Voters in St Gallen today approved a ban on facial coverings such as the burka by a two-thirds majority, becoming the second Swiss canton to do so.
Full-face coverings such as niqabs and burqas are a polarising issue across Europe, with some arguing that they symbolise discrimination against women and should be outlawed.
Under the Swiss system of direct democracy, voters in the north eastern canton demanded tightening the law to punish those who cover their faces in public and thus ‘threaten or endanger public security or religious or social peace’.
Voters in St Gallen approved a ban on facial coverings, becoming the second Swiss canton to do so. Austria, France, Belgium and Bulgaria have similar laws (stock image)
The regional government, which had opposed the measure, now has to implement the result of the vote, which drew turnout of around 36 per cent.
Switzerland’s largest Islamic organisation, the Islamic Central Council, recommended women continue to cover their faces. It said it would closely monitor the implementation of the ban and consider legal action if necessary.
The Swiss federal government in June opposed a grassroots campaign for a nationwide ban on facial coverings.
The canton voted to tighten the law to punish those who cover their faces and thus ‘threaten or endanger public security or religious or social peace’ (pictured: protesters in France)
The Swiss cabinet said individual cantons should decide on the matter, but it will nevertheless go to a nationwide vote after activists last year collected more than the required 100,000 signatures to trigger a referendum.
Two-thirds of Switzerland’s 8.5 million residents identify as Christians, but its Muslim population has risen to 5 percent, largely because of immigrants from former Yugoslavia.
One Swiss canton, Italian-speaking Ticino, already has a similar ban, while two others have rejected it.
Several European countries have already adopted bans, but to varying degrees.
At least half of Germany’s 16 states have bans on teachers and public servants wearing full-face veils.
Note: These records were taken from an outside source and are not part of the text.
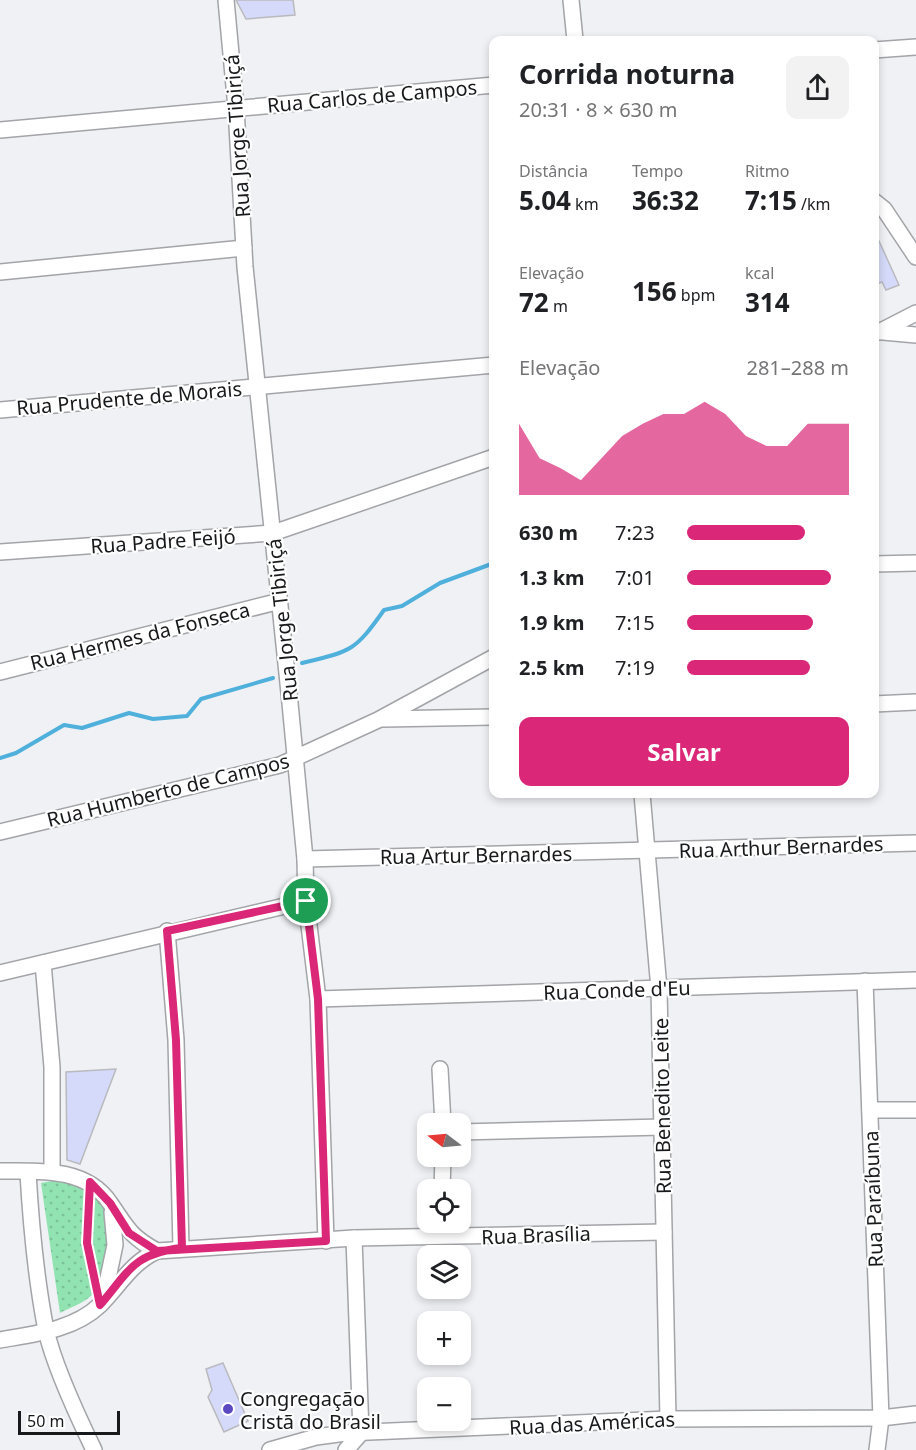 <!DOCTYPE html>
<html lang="pt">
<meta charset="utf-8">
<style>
:root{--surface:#fff;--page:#f2f2f2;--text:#202124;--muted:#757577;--accent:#db2777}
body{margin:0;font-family:"Noto Sans",sans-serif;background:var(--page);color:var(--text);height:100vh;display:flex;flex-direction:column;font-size:22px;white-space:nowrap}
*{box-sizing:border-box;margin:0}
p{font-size:20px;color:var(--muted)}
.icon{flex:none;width:33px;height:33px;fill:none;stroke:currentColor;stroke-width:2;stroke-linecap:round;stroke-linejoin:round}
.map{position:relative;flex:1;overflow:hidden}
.drawer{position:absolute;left:489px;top:36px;width:390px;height:762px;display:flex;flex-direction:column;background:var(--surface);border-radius:12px;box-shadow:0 3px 9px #0003}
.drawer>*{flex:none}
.needle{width:39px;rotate:286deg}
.controls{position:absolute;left:417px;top:1113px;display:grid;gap:12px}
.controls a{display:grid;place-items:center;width:54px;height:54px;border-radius:12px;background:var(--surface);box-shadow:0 3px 9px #0003;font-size:30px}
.scale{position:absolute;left:18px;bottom:15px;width:102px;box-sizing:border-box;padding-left:6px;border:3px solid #18191a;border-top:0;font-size:16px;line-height:21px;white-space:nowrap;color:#18191a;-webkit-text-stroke:4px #fefeff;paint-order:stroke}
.pin{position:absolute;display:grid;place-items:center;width:51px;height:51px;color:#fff;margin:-26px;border:3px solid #fff;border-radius:50%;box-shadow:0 2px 6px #0007}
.round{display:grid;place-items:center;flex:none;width:63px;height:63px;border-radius:12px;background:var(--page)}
.head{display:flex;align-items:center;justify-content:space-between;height:102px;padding:0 30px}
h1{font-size:27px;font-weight:700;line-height:45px}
.figures{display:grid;grid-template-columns:repeat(3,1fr);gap:9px;height:102px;padding:6px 30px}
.figures div{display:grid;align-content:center}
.figures b{font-size:26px;font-weight:700}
.figures small{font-size:16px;font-weight:400}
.figures p{font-size:16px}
.chart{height:168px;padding:12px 30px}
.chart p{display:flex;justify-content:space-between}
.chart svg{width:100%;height:108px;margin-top:6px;fill:var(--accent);opacity:.7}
.cta{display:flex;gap:12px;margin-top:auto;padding:12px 30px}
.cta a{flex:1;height:69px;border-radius:12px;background:var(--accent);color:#fff;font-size:24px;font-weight:700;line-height:69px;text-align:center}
ul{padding:0 30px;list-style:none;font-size:20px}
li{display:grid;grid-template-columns:96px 72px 1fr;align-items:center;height:45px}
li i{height:15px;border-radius:8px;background:var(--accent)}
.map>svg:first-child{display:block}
.green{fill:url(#green-dots)}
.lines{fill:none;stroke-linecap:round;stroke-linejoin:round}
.stream{stroke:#50b0dc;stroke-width:4}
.building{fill:#d6dafa;stroke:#b9babe;stroke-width:1.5}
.street-casing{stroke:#a3a4a8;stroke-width:18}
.path{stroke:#9e9fa2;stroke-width:2;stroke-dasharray:1.5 4.5;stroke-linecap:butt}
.street{stroke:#fff;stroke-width:15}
.route-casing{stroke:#fff;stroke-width:12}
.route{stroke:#db2777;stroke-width:8}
.poi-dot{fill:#5b49c1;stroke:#fefeff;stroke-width:2}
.labels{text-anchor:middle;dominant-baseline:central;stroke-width:4.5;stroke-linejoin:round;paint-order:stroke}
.street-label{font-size:20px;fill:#18191a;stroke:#fefeff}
.poi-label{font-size:20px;fill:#18191a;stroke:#fefeff;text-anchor:start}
</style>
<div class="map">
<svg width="916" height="1450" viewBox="0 0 916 1450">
<defs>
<pattern id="green-dots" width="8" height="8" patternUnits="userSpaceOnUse" patternTransform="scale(1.5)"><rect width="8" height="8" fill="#91e3b1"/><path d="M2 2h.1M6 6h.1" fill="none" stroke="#7cc298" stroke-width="1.8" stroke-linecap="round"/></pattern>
</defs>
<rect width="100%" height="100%" fill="#f0f1f5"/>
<path class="green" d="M57 1180C105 1191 113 1211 106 1257 104 1270 101 1284 92 1295 84 1303 69 1308 60 1313L41 1183Z"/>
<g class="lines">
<g class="stream">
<path d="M302 663C352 651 355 651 384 610L402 606 440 583 494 563"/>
<polyline points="0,758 16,753 64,725 82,728 129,713 153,719 187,716 201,699 273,678"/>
</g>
</g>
<g class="building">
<polygon points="236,0 293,0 295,15 246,19"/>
<polygon points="874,230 899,285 886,290 882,282 874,285"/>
<polygon points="116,1069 80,1164 67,1160 66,1072"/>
<polygon points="223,1363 248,1421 224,1432 208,1397 212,1390 206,1369"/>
</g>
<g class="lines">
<defs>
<g id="street">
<polyline points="226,0 236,108 245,267 289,693 305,859 306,901 318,999 326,1241"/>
<polyline points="571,0 575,40"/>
<polyline points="874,50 916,47"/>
<polyline points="0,130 494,85"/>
<polyline points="874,201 884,209 916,257"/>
<polyline points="0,272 244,248"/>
<polyline points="879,332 916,313"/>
<polyline points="883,332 916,335"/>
<polyline points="0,410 494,365"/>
<polyline points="0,552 273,533 494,457"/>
<polyline points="874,564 916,563"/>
<polyline points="0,672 280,601"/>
<polyline points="874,704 916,702"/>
<polyline points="383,719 494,717"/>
<polyline points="642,794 659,989 668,1419"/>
<polyline points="0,832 280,765 378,720 494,657"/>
<polyline points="305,859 916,843"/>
<polyline points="167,931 176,1040 181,1248"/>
<polyline points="43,963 52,1067 52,1172"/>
<polyline points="0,973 306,901"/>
<polyline points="865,981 881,1418 877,1450"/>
<polyline points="318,999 916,980"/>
<polyline points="440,1069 443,1124"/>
<polyline points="870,1110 916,1110"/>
<polyline points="460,1132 663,1127"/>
<path d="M0 1171C38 1171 86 1167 110 1203 127 1227 129 1236 157 1251"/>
<path d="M28 1173C31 1225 36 1279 46 1330 54 1366 78 1417 94 1450"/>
<polyline points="442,1190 443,1156"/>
<polyline points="104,1297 115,1245 112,1212"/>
<path d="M0 1340C34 1334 74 1330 100 1305 120 1285 131 1263 157 1251L354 1238 664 1232"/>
<polyline points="270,1450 316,1437 346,1433 668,1419 881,1418 916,1414"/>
<polyline points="346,1450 361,1433 354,1238"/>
</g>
</defs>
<use href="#street" class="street-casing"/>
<polyline class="path" points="89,1201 87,1243 93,1279"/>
<use href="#street" class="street"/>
</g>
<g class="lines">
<defs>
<path id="route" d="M306 901 167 931 176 1040 182 1248C134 1253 129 1271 100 1305L87 1243 90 1182 110 1203 129 1233 157 1251 326 1241 318 999 306 901"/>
</defs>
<use href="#route" class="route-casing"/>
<use href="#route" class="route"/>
</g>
<circle class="poi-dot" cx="228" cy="1409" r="6"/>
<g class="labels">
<g class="street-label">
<text transform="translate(372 96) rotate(-5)">Rua Carlos de Campos</text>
<text transform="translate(237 136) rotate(-94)">Rua Jorge Tibiriçá</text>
<text transform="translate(129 398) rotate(-5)">Rua Prudente de Morais</text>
<text transform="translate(163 541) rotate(-4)">Rua Padre Feijó</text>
<text transform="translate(282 620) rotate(-96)">Rua Jorge Tibiriçá</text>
<text transform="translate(140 636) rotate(-14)">Rua Hermes da Fonseca</text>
<text transform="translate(168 790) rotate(-14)">Rua Humberto de Campos</text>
<text transform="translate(781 847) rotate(-2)">Rua Arthur Bernardes</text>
<text transform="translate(476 855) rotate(-1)">Rua Artur Bernardes</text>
<text transform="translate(617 990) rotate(-2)">Rua Conde d'Eu</text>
<text transform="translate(662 1106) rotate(-91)">Rua Benedito Leite</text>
<text transform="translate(873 1199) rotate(-92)">Rua Paraíbuna</text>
<text transform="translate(536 1235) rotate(-2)">Rua Brasília</text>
<text transform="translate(592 1423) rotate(-3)">Rua das Américas</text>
</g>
<g class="poi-label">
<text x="240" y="1398">Congregação<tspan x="240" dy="23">Cristã do Brasil</tspan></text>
</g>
</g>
</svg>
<div class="controls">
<a><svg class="needle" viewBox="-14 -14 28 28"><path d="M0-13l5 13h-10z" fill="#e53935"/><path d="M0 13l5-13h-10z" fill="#757577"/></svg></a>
<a><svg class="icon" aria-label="locate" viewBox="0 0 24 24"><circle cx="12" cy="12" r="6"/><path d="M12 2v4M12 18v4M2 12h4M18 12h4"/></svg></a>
<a><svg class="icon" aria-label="layers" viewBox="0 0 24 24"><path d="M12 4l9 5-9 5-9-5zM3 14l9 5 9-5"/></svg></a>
<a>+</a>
<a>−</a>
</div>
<div class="scale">50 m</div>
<div class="pin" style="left:306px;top:901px;background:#1e9e55"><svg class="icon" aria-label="arrive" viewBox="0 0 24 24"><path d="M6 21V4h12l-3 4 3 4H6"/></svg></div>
<section class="drawer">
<div class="head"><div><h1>Corrida noturna</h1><p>20:31 · 8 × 630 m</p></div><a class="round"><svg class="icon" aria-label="share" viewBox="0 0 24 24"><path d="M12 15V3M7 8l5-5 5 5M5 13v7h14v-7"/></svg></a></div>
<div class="figures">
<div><p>Distância</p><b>5.04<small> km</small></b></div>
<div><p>Tempo</p><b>36:32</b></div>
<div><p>Ritmo</p><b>7:15<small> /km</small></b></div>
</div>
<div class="figures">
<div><p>Elevação</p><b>72<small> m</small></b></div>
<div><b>156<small> bpm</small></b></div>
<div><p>kcal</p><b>314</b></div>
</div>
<div class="chart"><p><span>Elevação</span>281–288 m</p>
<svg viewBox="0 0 160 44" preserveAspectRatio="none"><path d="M0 44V15L10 29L20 33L30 38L40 29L50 20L60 15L70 11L80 11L90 6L100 11L110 20L120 24L130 24L140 15L150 15L160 15V44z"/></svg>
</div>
<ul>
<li><b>630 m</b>7:23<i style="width:73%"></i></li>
<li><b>1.3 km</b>7:01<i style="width:89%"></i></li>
<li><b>1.9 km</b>7:15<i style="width:78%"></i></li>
<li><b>2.5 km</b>7:19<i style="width:76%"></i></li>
</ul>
<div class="cta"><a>Salvar</a></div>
</section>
</div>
German Chancellor Angela Merkel proposed banning full-face veils ‘wherever it is legally possible’ in 2016, but no national legislation has yet been passed.
In 2004 Denmark banned most religious symbols, including the hijab, in public schools, but six years later an act of parliament was passed banning the wearing of face-covering headgear, including burkas, in public places.
The ban on wearing facial coverings in public is a controversial issue but many European countries have already adopted it to varying degrees
Those caught flouting the rules face a 150 euro (£135) fine, while anyone who forces another person to wear a face covering can be fined 30,000 euros (£27,000) and sentenced to a year in prison.
In 2010 the Belgian parliament passed a bill banning any clothing that would obscure the wearer’s identity in public places. Two Muslim women challenged the law in 2017 but the European Court of Human Rights upheld the ban.
Bulgaria banned wearing clothing that ‘partially or completely covers the face’ in public places such as government offices, educational institutions, and places of public recreation in September 2016.
In 2017 the Austrian parliament adopted a legal ban of wearing face-coverings in public spaces.
Earlier this year the Netherlands outlawed face-coverings in public places, including schools, hospitals and public transport, but the ban does not affect the hijab, which only covers the hair, and does not apply in public streets.